Beitragvon Realist2014 » Sa 9. Apr 2016, 21:14

William hat geschrieben:(09 Apr 2016, 22:09)

Apropos Richtung links...

Liberal ist gut für Selbstbewusstsein, Persönlichkeit und Fantasie.

Ich habe nichts gegen liberal, wurde selbst so erzogen.
Allerdings mit deutlich konservativen, zukunftsgerichteten Facetten.

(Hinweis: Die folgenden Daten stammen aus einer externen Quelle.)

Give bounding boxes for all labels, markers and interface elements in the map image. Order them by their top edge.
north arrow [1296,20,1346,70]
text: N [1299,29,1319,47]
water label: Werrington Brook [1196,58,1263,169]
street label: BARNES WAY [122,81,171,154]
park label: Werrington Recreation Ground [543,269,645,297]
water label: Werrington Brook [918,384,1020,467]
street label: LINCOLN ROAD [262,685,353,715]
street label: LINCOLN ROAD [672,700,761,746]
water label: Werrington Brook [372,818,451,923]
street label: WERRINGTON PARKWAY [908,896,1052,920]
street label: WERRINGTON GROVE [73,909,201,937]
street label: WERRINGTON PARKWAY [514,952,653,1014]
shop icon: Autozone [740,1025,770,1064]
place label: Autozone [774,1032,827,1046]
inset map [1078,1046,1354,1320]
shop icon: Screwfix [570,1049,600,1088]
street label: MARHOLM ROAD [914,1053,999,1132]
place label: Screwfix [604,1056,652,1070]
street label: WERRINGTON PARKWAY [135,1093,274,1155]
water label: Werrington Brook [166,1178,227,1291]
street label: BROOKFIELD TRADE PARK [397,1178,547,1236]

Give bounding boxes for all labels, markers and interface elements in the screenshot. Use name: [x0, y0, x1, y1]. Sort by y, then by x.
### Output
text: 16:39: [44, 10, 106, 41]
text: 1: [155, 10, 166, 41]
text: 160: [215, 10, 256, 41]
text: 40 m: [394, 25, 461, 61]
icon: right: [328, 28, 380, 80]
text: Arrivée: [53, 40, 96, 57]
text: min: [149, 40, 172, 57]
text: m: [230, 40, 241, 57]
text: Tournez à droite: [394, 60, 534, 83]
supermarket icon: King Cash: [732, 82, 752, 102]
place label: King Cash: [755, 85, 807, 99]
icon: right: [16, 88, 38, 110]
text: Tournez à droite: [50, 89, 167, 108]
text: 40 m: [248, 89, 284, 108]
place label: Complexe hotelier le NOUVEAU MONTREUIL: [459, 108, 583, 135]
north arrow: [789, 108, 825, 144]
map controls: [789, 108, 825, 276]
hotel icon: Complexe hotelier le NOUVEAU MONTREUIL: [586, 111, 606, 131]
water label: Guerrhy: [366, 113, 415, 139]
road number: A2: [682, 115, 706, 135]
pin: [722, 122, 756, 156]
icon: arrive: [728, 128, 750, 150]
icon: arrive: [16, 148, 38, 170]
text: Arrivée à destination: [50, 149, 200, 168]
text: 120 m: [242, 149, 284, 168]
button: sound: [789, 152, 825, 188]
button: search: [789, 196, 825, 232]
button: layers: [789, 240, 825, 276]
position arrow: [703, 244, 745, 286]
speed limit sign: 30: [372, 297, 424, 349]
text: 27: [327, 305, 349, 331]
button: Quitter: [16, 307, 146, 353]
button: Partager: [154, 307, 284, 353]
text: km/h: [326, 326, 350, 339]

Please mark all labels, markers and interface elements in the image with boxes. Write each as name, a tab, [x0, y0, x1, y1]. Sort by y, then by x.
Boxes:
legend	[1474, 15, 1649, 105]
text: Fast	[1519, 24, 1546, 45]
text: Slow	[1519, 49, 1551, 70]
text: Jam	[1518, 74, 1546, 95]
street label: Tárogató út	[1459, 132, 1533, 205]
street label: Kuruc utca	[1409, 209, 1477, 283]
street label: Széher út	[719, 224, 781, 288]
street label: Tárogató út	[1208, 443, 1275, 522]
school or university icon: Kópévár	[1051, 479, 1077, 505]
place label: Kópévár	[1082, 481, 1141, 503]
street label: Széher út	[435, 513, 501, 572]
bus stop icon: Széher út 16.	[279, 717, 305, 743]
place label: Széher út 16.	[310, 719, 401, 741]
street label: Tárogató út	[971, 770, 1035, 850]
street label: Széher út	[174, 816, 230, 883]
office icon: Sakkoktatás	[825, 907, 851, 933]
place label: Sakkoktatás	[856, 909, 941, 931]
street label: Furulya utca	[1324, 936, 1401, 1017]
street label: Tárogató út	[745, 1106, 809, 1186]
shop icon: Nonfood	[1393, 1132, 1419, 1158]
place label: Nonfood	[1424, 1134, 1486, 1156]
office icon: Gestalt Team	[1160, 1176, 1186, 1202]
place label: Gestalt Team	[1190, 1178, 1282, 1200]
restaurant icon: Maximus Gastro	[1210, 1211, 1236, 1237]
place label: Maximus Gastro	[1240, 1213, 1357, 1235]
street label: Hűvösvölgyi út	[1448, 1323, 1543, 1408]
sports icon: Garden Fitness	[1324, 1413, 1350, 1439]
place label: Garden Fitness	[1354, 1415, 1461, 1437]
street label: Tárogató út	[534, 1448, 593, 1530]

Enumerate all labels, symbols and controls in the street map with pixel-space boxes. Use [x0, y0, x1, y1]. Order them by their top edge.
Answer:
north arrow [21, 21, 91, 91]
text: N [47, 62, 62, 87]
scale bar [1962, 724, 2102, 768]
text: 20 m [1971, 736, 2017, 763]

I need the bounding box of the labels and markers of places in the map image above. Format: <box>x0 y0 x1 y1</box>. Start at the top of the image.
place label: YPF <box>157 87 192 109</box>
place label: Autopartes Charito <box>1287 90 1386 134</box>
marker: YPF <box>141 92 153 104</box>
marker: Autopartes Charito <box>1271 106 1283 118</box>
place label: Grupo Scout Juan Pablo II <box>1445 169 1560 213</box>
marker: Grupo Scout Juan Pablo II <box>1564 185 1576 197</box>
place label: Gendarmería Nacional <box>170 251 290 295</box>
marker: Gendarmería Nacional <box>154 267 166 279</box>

Es war eine gute Mischung, bis heute.
Leider passt eine zu liberale Einstellung nicht mehr in diese Zeit, weil sie viel zu links ist.
4 Jahre ordentliche Disziplin und die Leute sind wieder halbwegs auf Kurs, danach die Zügel wieder lockern.
Das alles wäre gar kein Problem, nur leider spielen in der Politik andere Interessen mit, allen voran die der Lobbyisten.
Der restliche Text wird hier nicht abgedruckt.